━━━━━ Dataset excerpts
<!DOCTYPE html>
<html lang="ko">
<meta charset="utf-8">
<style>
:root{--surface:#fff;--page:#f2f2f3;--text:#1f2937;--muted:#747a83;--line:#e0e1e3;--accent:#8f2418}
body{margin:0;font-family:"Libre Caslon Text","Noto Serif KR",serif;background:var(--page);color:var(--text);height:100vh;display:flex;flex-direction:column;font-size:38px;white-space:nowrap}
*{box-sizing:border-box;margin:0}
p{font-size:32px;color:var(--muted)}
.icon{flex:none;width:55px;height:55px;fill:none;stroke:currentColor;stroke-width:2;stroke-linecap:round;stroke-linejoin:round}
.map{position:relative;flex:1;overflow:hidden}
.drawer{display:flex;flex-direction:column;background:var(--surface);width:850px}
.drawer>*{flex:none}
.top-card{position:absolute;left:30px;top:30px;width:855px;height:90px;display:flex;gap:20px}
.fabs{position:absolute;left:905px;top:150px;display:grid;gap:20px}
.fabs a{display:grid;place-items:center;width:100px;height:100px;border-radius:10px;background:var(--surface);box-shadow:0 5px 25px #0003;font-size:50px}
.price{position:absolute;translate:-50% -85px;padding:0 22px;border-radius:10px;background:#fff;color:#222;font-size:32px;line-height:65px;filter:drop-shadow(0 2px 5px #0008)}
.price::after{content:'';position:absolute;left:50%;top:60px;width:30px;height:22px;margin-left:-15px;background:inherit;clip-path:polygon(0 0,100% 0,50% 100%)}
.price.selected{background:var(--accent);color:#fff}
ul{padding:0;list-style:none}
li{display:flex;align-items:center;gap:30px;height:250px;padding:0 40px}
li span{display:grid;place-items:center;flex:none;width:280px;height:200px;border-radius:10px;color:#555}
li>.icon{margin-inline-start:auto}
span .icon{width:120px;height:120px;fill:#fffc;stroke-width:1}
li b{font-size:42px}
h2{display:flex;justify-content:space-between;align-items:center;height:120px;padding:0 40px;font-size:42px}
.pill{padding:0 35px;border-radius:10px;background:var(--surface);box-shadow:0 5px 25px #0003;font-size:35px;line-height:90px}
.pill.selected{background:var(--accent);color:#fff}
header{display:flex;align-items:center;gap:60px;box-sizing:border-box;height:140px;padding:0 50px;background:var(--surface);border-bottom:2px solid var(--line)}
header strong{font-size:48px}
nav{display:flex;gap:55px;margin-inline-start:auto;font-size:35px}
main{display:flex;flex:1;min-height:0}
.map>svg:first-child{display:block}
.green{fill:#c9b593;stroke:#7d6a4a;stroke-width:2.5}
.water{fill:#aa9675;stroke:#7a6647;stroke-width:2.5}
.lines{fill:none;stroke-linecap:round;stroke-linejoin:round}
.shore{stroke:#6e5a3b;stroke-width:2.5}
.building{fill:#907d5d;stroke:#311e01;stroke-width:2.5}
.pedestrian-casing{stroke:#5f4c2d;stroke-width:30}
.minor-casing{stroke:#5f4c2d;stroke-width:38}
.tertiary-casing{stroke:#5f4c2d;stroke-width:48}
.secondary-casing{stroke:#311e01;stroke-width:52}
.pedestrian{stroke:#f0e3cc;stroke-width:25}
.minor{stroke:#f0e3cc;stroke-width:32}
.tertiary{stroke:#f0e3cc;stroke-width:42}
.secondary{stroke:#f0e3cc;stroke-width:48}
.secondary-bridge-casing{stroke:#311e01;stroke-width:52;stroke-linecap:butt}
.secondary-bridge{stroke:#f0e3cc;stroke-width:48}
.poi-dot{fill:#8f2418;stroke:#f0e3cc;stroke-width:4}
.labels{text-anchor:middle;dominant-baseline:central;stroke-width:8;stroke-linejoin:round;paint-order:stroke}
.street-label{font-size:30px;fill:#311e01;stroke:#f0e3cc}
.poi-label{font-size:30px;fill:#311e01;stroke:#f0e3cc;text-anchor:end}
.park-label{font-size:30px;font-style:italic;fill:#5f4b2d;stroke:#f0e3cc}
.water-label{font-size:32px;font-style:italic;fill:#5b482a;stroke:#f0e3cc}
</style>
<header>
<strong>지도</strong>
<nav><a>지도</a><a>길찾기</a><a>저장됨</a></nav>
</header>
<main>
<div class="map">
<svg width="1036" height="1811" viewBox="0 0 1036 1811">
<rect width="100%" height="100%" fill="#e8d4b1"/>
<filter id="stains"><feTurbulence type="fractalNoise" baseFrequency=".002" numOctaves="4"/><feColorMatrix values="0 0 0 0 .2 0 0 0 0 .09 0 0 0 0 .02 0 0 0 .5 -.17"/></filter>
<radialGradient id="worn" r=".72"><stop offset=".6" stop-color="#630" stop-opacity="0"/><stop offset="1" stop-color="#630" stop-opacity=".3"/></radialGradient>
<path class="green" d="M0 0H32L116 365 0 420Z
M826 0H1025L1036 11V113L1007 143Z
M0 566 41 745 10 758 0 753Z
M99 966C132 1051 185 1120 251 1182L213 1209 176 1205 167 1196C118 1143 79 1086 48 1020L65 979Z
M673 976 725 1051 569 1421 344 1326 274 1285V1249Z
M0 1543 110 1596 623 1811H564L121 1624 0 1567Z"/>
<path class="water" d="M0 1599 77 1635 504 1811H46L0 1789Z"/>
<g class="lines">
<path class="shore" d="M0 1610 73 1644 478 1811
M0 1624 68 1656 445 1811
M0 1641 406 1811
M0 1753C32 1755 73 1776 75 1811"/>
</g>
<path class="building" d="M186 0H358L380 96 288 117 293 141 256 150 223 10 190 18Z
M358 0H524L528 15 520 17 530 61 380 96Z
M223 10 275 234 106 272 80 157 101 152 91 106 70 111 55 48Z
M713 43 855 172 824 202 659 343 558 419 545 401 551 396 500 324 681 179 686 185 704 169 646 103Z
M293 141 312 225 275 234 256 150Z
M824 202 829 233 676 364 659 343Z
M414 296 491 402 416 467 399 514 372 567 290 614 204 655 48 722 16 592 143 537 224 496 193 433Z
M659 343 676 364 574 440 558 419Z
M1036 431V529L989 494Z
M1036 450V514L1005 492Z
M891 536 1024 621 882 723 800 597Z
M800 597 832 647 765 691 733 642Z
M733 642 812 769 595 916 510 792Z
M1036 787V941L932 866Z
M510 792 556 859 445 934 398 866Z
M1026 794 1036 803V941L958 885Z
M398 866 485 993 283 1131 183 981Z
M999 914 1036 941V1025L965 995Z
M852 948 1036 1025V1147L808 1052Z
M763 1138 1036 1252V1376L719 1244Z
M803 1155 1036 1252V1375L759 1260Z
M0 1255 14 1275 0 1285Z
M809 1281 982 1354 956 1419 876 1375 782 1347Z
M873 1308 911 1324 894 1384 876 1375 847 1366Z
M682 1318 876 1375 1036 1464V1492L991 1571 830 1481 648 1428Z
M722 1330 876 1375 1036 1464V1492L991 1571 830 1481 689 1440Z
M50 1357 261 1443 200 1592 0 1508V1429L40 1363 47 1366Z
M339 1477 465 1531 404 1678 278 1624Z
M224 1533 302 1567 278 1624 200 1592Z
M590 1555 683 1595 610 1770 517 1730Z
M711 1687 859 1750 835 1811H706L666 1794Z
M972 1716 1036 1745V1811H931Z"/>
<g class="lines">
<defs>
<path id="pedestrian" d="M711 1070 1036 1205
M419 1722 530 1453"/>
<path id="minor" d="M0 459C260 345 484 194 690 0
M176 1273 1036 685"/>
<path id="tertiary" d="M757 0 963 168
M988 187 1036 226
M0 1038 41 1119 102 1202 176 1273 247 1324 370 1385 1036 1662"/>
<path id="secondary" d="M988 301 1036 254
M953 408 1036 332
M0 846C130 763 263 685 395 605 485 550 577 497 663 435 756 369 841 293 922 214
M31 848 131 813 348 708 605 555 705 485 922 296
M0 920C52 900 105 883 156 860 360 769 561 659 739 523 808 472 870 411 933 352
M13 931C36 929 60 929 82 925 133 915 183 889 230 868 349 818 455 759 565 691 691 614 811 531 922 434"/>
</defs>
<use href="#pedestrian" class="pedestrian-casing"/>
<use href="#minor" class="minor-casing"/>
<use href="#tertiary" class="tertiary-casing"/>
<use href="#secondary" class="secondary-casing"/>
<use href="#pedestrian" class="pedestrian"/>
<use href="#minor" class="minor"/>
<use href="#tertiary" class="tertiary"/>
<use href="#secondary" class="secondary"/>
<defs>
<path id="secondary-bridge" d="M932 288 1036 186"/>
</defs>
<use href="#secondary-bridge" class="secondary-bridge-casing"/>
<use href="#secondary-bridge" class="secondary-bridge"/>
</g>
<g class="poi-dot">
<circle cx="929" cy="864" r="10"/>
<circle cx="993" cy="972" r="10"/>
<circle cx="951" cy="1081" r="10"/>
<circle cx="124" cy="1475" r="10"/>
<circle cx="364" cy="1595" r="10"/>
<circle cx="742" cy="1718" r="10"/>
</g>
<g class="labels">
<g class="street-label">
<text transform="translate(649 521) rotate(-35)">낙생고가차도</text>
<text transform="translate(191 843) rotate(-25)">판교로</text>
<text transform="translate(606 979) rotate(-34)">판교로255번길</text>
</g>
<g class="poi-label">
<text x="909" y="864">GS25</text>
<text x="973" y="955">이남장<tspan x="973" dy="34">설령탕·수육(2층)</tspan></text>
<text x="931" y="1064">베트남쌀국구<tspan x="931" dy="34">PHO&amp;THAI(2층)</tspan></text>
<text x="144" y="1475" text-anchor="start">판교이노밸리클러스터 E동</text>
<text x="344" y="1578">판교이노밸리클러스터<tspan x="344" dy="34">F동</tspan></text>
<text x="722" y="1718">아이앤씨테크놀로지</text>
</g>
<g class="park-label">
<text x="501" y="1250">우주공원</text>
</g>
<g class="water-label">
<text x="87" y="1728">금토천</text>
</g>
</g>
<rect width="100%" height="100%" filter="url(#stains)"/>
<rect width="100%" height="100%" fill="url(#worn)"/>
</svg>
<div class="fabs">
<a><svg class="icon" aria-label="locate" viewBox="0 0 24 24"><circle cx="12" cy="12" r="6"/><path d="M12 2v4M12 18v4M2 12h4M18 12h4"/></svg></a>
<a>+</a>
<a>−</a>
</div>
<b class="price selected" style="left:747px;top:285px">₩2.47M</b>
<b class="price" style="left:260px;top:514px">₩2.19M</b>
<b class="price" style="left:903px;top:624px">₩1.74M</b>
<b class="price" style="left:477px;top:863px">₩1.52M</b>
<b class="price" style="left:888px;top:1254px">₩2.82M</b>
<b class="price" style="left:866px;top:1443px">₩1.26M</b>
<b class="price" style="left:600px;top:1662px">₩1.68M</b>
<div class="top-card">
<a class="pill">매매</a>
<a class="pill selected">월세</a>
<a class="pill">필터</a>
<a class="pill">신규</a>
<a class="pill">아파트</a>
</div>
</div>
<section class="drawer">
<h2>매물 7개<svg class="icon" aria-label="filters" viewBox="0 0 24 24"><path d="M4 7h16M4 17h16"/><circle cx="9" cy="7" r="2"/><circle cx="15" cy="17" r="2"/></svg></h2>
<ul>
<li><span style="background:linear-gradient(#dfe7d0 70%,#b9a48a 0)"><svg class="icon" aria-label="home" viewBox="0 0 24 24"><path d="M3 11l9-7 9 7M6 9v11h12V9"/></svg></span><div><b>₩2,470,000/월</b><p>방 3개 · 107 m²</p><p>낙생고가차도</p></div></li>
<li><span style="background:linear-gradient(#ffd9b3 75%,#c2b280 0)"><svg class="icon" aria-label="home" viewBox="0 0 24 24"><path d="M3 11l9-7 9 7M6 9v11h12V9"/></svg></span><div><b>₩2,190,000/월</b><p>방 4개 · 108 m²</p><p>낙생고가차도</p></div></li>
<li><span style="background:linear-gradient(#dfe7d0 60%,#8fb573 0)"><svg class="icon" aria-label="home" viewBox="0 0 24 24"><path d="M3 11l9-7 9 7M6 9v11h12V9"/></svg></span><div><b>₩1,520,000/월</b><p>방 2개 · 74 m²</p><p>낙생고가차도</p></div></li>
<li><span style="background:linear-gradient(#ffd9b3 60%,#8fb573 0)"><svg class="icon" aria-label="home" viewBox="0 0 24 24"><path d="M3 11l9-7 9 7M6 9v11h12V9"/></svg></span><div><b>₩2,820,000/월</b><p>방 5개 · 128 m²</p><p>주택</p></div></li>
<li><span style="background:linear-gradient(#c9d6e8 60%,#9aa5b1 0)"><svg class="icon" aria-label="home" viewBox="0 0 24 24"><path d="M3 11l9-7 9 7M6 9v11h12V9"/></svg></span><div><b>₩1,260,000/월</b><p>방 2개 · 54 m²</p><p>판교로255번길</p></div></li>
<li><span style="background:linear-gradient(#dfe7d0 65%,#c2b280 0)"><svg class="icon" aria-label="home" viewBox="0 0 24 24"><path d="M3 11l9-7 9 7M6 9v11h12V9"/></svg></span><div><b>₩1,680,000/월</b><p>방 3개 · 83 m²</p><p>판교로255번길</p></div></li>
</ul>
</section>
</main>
━━━━━━━━━━
Every line of the entries above that includes "linejoin" should be copied.

.icon{flex:none;width:55px;height:55px;fill:none;stroke:currentColor;stroke-width:2;stroke-linecap:round;stroke-linejoin:round}
.lines{fill:none;stroke-linecap:round;stroke-linejoin:round}
.labels{text-anchor:middle;dominant-baseline:central;stroke-width:8;stroke-linejoin:round;paint-order:stroke}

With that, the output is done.